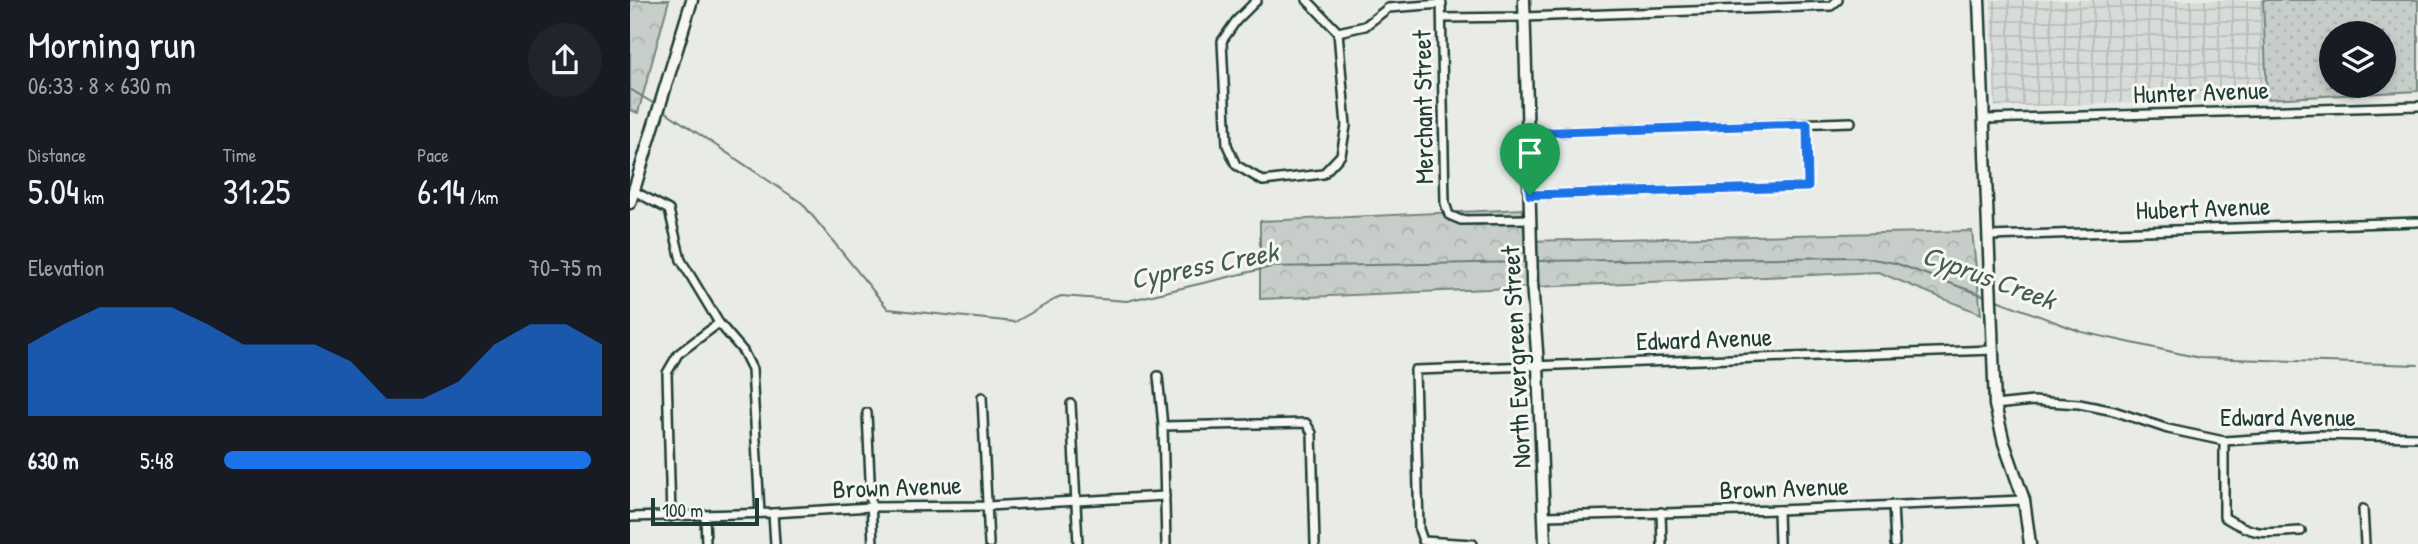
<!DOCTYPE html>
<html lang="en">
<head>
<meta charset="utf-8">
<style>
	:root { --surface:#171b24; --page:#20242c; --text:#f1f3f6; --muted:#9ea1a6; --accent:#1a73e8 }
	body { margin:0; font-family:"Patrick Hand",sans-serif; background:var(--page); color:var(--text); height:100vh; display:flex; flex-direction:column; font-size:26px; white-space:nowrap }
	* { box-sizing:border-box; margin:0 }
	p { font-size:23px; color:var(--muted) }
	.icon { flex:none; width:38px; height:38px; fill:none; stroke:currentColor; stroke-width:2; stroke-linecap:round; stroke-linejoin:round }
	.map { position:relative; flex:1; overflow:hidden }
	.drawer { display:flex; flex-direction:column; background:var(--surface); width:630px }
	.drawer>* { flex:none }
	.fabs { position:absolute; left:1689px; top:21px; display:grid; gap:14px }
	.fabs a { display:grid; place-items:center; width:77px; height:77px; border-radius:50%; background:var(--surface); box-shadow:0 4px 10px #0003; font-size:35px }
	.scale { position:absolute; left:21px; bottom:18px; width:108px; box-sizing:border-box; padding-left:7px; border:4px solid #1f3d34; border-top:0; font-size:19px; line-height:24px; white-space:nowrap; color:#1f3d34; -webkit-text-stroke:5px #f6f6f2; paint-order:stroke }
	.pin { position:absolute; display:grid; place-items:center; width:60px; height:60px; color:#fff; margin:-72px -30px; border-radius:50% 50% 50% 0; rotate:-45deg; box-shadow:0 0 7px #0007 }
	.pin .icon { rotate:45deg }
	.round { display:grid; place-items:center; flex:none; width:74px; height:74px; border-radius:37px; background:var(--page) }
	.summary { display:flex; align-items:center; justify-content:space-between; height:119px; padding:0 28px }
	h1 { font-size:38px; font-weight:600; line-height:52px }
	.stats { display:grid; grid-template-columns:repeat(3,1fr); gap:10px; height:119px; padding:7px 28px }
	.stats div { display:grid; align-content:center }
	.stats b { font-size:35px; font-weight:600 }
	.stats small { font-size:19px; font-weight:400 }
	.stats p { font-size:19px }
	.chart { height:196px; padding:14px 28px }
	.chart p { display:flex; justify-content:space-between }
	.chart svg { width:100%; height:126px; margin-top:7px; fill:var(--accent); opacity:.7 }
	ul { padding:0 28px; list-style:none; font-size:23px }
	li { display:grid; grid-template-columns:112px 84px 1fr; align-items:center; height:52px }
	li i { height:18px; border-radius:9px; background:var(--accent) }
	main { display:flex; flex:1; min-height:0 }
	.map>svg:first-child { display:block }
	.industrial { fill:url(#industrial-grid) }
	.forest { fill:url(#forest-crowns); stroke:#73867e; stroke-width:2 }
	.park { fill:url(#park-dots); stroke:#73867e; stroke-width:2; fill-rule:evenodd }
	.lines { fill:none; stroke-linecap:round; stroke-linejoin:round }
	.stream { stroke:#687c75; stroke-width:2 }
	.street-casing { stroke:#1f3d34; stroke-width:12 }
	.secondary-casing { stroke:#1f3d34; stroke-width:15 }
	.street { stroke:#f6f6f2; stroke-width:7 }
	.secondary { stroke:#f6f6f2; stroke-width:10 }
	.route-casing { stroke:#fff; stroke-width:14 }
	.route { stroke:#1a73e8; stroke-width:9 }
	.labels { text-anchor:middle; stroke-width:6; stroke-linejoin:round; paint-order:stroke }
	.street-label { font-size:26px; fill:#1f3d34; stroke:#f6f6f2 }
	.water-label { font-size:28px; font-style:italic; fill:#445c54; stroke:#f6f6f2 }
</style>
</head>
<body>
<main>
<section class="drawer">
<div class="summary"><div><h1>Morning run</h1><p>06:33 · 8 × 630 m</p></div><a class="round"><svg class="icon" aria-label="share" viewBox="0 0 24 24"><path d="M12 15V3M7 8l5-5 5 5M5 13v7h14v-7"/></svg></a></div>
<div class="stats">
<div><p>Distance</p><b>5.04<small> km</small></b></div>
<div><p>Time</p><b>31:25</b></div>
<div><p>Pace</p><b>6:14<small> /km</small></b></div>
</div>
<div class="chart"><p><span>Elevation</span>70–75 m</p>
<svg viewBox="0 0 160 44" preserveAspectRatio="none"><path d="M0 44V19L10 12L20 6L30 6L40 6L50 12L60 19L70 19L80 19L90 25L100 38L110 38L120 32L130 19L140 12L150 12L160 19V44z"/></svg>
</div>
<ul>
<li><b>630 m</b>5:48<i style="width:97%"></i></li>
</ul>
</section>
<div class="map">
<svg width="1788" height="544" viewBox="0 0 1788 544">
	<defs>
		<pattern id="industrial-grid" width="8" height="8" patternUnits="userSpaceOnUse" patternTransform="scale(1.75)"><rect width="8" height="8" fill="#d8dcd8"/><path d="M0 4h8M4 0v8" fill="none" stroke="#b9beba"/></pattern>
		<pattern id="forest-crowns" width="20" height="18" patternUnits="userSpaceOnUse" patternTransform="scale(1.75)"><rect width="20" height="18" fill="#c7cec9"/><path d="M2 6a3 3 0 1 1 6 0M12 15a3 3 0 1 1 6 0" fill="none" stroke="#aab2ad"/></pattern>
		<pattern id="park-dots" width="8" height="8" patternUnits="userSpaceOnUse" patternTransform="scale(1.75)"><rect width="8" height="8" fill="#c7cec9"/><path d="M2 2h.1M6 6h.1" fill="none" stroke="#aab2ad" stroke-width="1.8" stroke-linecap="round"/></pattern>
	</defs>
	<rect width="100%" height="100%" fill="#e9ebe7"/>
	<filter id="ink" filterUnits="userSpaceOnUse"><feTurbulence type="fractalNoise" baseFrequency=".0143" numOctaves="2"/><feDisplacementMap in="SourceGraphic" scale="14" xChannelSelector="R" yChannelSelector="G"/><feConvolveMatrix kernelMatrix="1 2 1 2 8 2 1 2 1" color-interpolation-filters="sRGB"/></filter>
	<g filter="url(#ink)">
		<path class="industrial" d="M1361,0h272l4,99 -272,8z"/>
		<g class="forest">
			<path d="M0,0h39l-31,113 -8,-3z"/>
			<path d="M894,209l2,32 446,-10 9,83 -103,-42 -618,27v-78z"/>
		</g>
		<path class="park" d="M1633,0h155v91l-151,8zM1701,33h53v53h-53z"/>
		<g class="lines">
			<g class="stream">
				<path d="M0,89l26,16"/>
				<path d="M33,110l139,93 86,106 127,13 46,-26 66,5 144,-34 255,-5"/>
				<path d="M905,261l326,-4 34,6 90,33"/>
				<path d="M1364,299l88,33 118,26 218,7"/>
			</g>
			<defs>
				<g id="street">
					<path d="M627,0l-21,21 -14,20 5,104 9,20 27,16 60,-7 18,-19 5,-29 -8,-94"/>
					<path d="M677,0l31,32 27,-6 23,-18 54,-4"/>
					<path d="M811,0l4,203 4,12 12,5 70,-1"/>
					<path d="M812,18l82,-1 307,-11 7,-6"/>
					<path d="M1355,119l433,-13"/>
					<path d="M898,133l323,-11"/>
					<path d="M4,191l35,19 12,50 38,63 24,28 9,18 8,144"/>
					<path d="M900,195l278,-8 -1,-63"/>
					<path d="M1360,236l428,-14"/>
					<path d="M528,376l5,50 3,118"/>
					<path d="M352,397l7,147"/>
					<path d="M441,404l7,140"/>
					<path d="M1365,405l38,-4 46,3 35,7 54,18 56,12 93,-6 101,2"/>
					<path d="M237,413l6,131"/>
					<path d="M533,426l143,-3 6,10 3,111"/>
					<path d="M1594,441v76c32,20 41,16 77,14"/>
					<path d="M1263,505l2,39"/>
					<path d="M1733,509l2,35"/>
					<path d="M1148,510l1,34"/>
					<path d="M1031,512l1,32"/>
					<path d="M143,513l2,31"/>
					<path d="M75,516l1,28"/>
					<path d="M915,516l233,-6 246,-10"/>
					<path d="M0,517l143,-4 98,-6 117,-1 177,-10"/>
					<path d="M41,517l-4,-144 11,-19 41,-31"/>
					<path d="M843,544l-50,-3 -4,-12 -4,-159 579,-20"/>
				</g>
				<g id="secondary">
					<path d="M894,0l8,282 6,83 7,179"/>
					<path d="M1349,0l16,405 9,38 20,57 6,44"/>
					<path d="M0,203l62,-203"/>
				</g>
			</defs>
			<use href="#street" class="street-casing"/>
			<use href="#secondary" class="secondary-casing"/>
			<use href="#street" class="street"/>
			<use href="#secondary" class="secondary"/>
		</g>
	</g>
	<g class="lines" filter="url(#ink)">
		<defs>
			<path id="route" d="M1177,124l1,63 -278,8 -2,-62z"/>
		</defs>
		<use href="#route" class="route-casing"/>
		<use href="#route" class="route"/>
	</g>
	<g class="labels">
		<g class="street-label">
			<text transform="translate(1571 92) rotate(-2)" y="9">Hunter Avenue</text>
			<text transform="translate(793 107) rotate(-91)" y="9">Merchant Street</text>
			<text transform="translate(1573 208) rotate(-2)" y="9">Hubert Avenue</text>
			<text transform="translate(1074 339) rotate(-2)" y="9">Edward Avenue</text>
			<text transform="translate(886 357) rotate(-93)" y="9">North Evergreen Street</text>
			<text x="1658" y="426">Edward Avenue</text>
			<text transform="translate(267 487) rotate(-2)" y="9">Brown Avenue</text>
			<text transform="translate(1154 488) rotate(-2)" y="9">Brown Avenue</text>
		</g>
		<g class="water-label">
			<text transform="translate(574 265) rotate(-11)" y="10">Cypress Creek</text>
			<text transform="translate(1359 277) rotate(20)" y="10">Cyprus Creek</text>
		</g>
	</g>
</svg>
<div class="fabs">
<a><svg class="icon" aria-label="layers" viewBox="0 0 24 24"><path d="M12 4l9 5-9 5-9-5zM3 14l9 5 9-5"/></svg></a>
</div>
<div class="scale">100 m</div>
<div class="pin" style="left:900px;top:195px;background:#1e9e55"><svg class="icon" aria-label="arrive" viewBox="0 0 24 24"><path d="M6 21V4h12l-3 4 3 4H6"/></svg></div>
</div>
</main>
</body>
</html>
***
Problem description: Across the data, find each line that has "position" in it and copy that line.

Response to this exercise:
	.map { position:relative; flex:1; overflow:hidden }
	.fabs { position:absolute; left:1689px; top:21px; display:grid; gap:14px }
	.scale { position:absolute; left:21px; bottom:18px; width:108px; box-sizing:border-box; padding-left:7px; border:4px solid #1f3d34; border-top:0; font-size:19px; line-height:24px; white-space:nowrap; color:#1f3d34; -webkit-text-stroke:5px #f6f6f2; paint-order:stroke }
	.pin { position:absolute; display:grid; place-items:center; width:60px; height:60px; color:#fff; margin:-72px -30px; border-radius:50% 50% 50% 0; rotate:-45deg; box-shadow:0 0 7px #0007 }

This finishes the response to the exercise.